La précarité comme moteur de l’exploitation

Dans les sites d’orpaillage malien, les femmes ne creusent pas par passion, mais par nécessité absolue. Obligées de travailler plus de 12 heures sous un soleil brûlant, elles extraient des pépites dans des conditions dignes du XIXe siècle. À Kayes, leur endurance force l’admiration, mais leur santé et leur sécurité restent en jeu.

Ces travailleuses invisibles sont souvent cantonnées aux zones les plus dangereuses : les anciennes mines abandonnées ou les fosses instables que les hommes jugent trop risquées. Ces lieux, considérés comme résiduels, deviennent leurs lieux de travail par défaut, transformant chaque jour en une partie de roulette russe.

Santé et sécurité : les deux faces d’une même urgence

Le danger ne se limite pas aux effondrements. Les femmes maliennes manipulent quotidiennement du mercure et d’autres substances toxiques sans équipement de protection. Les maladies pulmonaires, les intoxications et les violences basées sur le genre s’ajoutent à la liste des risques qu’elles affrontent. Leur vulnérabilité sociale les expose aussi aux abus et à l’exploitation sur les sites miniers.

L’accident de Kéniéty, où six femmes dont deux épouses ont péri sous les décombres, résume l’absurdité de leur situation. En grattant les parois d’une mine chinoise abandonnée pour quelques pépites, elles ont été happées par un effondrement soudain. Malgré l’intervention des secours, le bilan humain est lourd.

Réhabiliter les sites ou trouver des alternatives ?

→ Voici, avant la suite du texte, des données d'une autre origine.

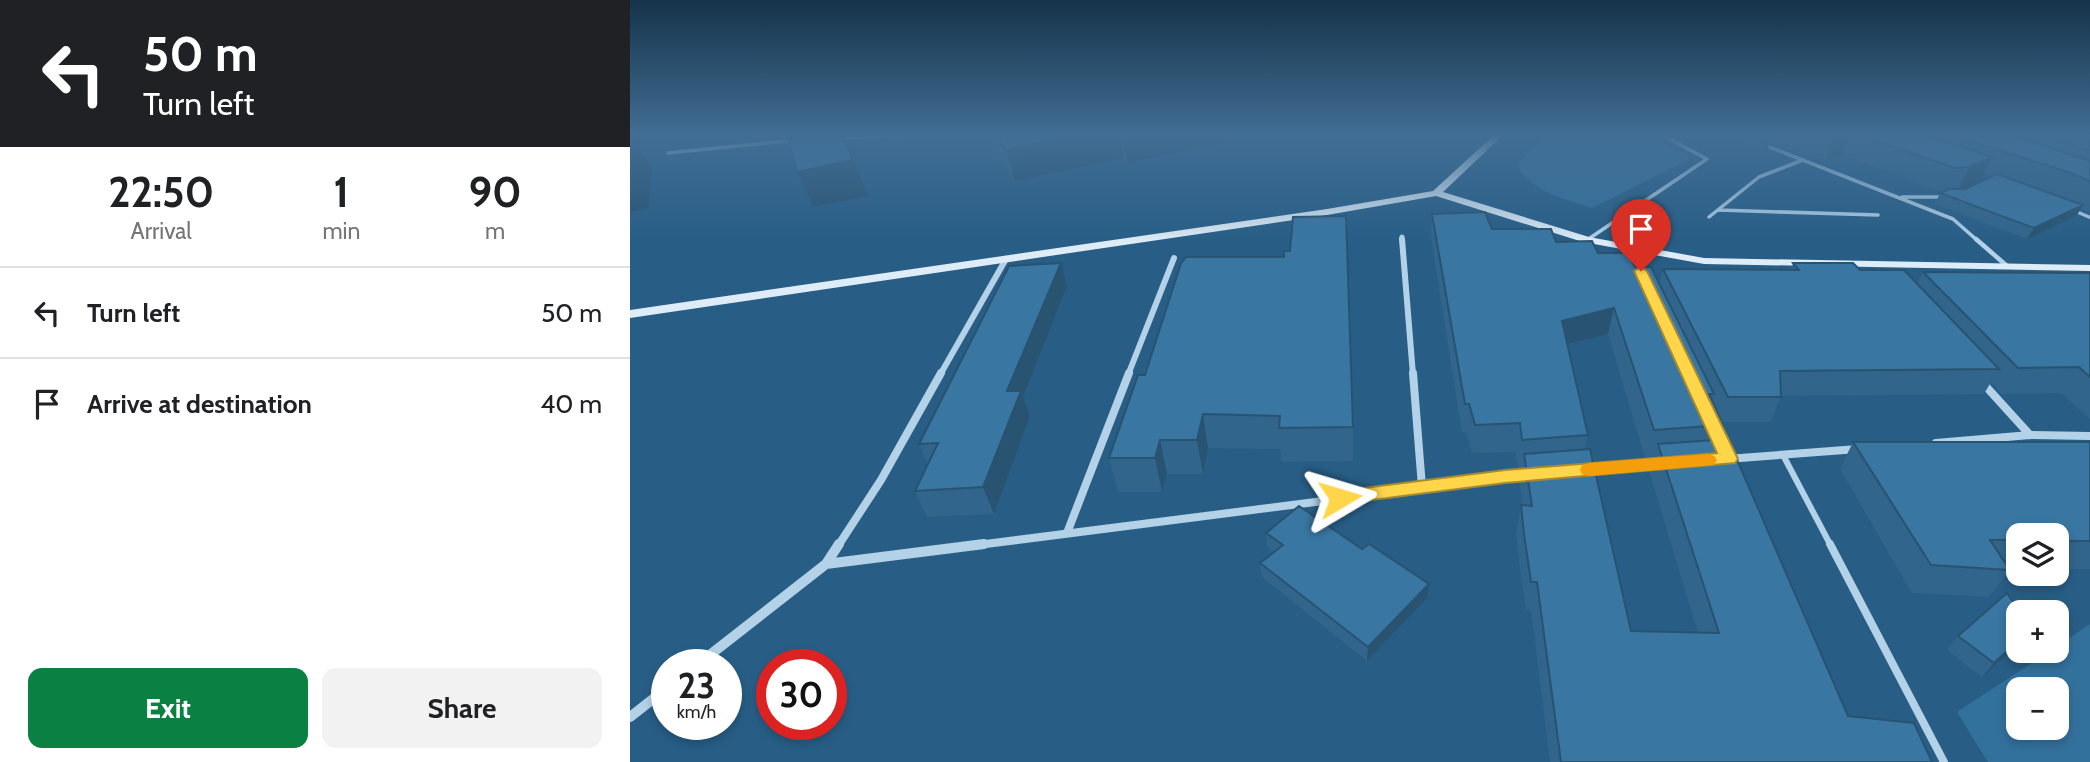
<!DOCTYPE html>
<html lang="en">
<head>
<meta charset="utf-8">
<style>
  :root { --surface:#fff; --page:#f2f2f2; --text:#202124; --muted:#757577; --line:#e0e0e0; --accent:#0b8043 }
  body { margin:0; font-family:Cabin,sans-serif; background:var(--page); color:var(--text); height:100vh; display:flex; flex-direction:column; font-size:26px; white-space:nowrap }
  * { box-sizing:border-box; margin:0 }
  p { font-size:23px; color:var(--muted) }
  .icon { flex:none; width:38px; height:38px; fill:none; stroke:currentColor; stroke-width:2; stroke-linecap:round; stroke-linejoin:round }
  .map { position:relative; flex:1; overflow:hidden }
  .panel { display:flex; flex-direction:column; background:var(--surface); width:630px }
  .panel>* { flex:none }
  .hud { background:#202124; color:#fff; overflow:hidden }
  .controls { position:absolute; left:1376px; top:523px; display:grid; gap:14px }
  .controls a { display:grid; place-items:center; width:63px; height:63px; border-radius:14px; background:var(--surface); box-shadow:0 4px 10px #0003; font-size:35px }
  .speed { position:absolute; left:21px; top:649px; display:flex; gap:14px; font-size:35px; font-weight:700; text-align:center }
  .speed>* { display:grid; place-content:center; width:91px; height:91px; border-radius:50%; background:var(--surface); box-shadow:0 4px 10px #0003; line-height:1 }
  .speed small { font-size:18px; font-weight:400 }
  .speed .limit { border:10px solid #d22; background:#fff; color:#111 }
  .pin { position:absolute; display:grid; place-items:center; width:60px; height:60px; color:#fff; margin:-72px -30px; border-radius:50% 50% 50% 0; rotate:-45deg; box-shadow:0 0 7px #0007 }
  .pin .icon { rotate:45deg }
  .me { position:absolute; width:77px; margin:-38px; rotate:83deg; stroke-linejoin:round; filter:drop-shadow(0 0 5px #0008) }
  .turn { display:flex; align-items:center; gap:24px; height:147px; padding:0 28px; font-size:32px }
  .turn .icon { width:91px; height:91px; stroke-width:2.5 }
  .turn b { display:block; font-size:49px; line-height:60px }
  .eta { display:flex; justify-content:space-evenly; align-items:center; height:119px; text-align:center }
  .eta b { font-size:42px; font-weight:700; line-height:49px }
  .action { display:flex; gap:14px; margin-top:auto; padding:14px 28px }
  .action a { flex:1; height:80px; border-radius:14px; background:var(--accent); color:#fff; font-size:28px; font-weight:700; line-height:80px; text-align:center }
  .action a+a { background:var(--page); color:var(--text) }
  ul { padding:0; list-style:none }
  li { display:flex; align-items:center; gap:21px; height:91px; padding:0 28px; border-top:2px solid var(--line) }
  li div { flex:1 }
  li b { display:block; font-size:26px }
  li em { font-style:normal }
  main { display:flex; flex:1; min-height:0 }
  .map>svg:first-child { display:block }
  .green { fill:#33719d; fill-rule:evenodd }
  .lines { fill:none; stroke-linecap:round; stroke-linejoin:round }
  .lane-far3 { stroke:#b3d2e8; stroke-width:3.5 }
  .lane-far2 { stroke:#b3d2e8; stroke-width:4.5 }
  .lane-far1 { stroke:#b3d2e8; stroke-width:6 }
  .lane { stroke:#b3d2e8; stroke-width:8 }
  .street-far3 { stroke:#b3d2e8; stroke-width:5 }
  .street-far2 { stroke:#b3d2e8; stroke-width:6 }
  .street-far1 { stroke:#b3d2e8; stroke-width:8 }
  .street { stroke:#b3d2e8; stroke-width:10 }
  .secondary { fill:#ddecf7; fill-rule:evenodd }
  .wall { fill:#31658b; fill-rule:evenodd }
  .shaded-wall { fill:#285371 }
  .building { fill:#3976a2; stroke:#285371; stroke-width:2 }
  .route { fill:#ffd54a; stroke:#a68a30; stroke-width:2 }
  .slow { fill:#f59e0b }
</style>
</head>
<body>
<main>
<section class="panel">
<div class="hud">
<div class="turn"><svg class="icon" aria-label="left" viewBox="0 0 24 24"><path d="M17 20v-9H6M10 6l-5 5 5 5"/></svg><div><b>50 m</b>Turn left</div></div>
</div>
<div class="eta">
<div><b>22:50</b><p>Arrival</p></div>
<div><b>1</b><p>min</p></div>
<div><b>90</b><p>m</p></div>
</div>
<ul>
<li><svg class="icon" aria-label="left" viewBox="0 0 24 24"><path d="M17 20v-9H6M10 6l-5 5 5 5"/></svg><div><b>Turn left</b></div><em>50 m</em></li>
<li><svg class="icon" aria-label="arrive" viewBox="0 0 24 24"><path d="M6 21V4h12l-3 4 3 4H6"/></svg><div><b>Arrive at destination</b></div><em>40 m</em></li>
</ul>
<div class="action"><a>Exit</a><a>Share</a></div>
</section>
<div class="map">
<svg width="1460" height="762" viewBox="0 0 1460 762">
  <rect width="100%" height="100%" fill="#285e86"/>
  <path class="green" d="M 917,135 L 1019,135 L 1061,158 L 962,208 C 934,199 902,192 887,165 Z
    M 1460,624 L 1460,762 L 1358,762 L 1327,712 L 1420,651 L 1426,651 L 1426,647 ZM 1388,690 L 1426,690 L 1426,728 L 1388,728 Z"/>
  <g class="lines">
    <path class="lane-far3" d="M 206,138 L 287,135
      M 1132,144 L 1323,219 L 1348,241
      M 38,153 L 165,140
      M 1272,197 L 1315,197
      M 1088,210 L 1248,215
      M 1445,211 L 1459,217
      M 1079,217 L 1129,177 L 1173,160
      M 957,240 L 1077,159 L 1032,135"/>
    <path class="lane-far2" d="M 1346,239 L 1377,266"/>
    <path class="lane-far1" d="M 1153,455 L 1201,546"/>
    <path class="lane" d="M 1200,544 L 1314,762"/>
    <path class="street-far3" d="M 772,237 L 772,241"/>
    <path class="street-far2" d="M 772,239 L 783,375
      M 310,375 L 376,259
      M 498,375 L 544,258"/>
    <path class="street-far1" d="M 783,373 L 792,487
      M 1351,381 L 1400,435
      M 1306,443 L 1400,435 L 1460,436
      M 1097,459 L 1228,449
      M 957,470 L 1029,464
      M 437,533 L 499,373
      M 208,546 L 251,480 L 311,373
      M 340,546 L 897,475"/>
    <path class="street" d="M 196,564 L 354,544
      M 67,665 L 196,564 L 209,544
      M 0,717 L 37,688"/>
    <path class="secondary" d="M 864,135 L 873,135 L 813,192 L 959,237 L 1074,258 L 1460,265 L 1460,271 L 1074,264 L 953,242 L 806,196 L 697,215 L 0,318 L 0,310 L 697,209 L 803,191 Z"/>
  </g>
  <path class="wall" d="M 356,135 L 593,135 L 594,143 L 498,163 L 493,158 L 385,181 L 359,146 Z
    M 1089,135 L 1460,135 L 1460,210 L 1457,211 L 1451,209 L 1446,216 L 1397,239 L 1305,204 L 1310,193 L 1313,192 L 1212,155 L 1196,160 L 1140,141 L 1137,150 L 1134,152 ZM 1354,173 L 1363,176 L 1332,189 L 1350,181 Z
    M 802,214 L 862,229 L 926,242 L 968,253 L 1005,267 L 1029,284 L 1033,269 L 1161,270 L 1163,263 L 1230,270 L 1287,284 L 1293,272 L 1460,273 L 1460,419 L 1431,393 L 1372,394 L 1361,382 L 1354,394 L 1151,396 L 1141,422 L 1091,422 L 1093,425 L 1087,440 L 1218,716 L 1302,762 L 920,762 L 901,610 L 896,609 L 889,562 L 886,533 L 891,505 L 893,506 L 889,481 L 892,468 L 888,468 L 885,452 L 842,453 L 836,432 L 832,432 L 801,238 ZM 978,334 L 1015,458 L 1023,458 L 1019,471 L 1068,633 L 1001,631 L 954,450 L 958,435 L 937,345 Z
    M 654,257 L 723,427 L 723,461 L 652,462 L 650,449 L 578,448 L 573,474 L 537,474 L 532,492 L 488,492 L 479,458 L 515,375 Z
    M 431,263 L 437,286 L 393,397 L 400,416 L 364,514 L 297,517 L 285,491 L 298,464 L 289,444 Z
    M 1223,442 L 1460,442 L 1460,569 L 1426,569 L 1426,536 L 1388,536 L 1388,568 L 1379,568 L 1380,570 L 1359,597 L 1282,593 L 1210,469 Z
    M 636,533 L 797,598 L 737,661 L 632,577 L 630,563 L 644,552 L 637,547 Z
    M 1388,612 L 1388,644 L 1352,677 L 1317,650 L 1328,636 Z"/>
  <path class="shaded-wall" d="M 3,135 L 22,169 L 18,208 L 0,212 L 0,153 Z
    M 452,135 L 489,135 L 493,158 L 385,181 L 376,150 Z
    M 493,135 L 593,135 L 594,143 L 498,163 Z
    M 1139,135 L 1142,135 L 1137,150 L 1134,152 Z
    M 1211,135 L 1219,135 L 1212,155 L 1196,160 L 1204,137 Z
    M 1362,157 L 1350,181 L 1327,192 L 1339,167 Z
    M 223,160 L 238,196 L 183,207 L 167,172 Z
    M 1453,205 L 1446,216 L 1397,239 L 1404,228 Z
    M 431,263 L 437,286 L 393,397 L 400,416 L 364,514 L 353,487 L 377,391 Z
    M 984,308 L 978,334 L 927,347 L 932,321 Z
    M 573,414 L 578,448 L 573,474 L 567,440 Z
    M 530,440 L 537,474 L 532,492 L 525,458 Z
    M 799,584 L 797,598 L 737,661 L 738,647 Z
    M 1388,641 L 1388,644 L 1352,677 L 1364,663 Z"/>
  <path class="building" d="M 3,135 L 0,153 L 0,136 Z
    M 157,135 L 212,135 L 223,160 L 167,172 Z
    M 365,135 L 452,135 L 376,150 Z
    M 1197,135 L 1211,135 L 1204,137 Z
    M 1229,135 L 1295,135 L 1362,157 L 1339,167 L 1325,168 Z
    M 1320,135 L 1381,135 L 1460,161 L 1460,181 L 1441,173 Z
    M 1412,135 L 1460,135 L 1460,150 Z
    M 1367,174 L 1453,205 L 1404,228 L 1310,193 L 1319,189 L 1335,189 Z
    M 855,212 L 862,229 L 921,229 L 926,242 L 962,241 L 968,253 L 997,253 L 1005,267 L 1021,267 L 1084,394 L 1079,394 L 1093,425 L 1024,430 L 984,308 L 932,321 L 958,435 L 892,440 L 890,423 L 845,425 L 839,404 L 835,404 L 802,214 Z
    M 716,216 L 723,427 L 649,428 L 650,416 L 573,414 L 567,440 L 530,440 L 525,458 L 479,458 L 508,375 L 515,375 L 551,263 L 556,257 L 654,257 L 654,251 L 660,251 L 663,217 Z
    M 431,263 L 377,391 L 391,391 L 353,487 L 285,491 L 308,443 L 289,444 L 379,266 Z
    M 1163,263 L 1223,263 L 1230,270 L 1274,270 L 1369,369 L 1150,371 L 1151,397 L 1098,397 L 1033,269 L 1169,270 Z
    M 1293,272 L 1460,273 L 1460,377 L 1449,367 L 1388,368 Z
    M 1098,439 L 1218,716 L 1284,723 L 1302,762 L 931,762 L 907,582 L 901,582 L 894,534 L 891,505 L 902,506 L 894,454 L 960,449 L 1001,631 L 1089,633 L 1028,444 Z
    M 1223,442 L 1460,442 L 1460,541 L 1426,541 L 1426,536 L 1388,536 L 1388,540 L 1360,540 L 1380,570 L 1301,565 Z
    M 669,506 L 732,549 L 739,544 L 799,584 L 738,647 L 630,563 L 653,545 L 636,533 Z
    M 1377,593 L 1390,612 L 1388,612 L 1388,641 L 1364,663 L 1328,636 Z"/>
  <linearGradient id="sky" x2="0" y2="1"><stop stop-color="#16344a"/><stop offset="0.56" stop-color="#426e95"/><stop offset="1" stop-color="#426e95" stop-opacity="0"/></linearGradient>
  <rect width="1460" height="242" fill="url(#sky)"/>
  <path class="route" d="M 1011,267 L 1017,271 L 1108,459 L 1105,463 L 875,483 L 710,504 L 704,502 L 701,498 L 704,493 L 710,491 L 875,470 L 1087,453 L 1004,271 Z"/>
  <path class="slow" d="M 1078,454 L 1084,456 L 1087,460 L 1084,465 L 959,476 L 952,474 L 950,470 L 952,465 L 959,463 Z"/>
</svg>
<div class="controls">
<a><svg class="icon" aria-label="layers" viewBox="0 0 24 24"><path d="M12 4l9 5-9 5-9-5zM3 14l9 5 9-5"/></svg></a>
<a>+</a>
<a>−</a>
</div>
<div class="speed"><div>23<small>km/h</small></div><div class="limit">30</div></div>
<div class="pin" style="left:1011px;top:271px;background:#d93025"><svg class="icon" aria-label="arrive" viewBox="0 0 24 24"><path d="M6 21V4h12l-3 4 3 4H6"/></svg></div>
<svg class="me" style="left:710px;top:498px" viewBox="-20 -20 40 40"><path d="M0-17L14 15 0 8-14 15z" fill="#ffd54a" stroke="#fff" stroke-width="4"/></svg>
</div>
</main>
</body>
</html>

Pour les habitants de Dialafara, la question de la gestion post-exploitation minière est cruciale. Les sociétés minières quittent souvent la région en laissant des cavités béantes, attirant les populations les plus pauvres vers un danger mortel. Le remblayage systématique des sites est aujourd’hui une priorité pour éviter de nouveaux drames.

Au-delà de la sécurisation des infrastructures, l’autonomisation économique des femmes reste un défi majeur. Les autorités de la transition militaire, via les services sociaux, doivent développer des programmes pour les orienter vers des activités génératrices de revenus durables. Sans solutions concrètes, la pauvreté continuera de pousser ces femmes vers les abîmes des mines artisanales.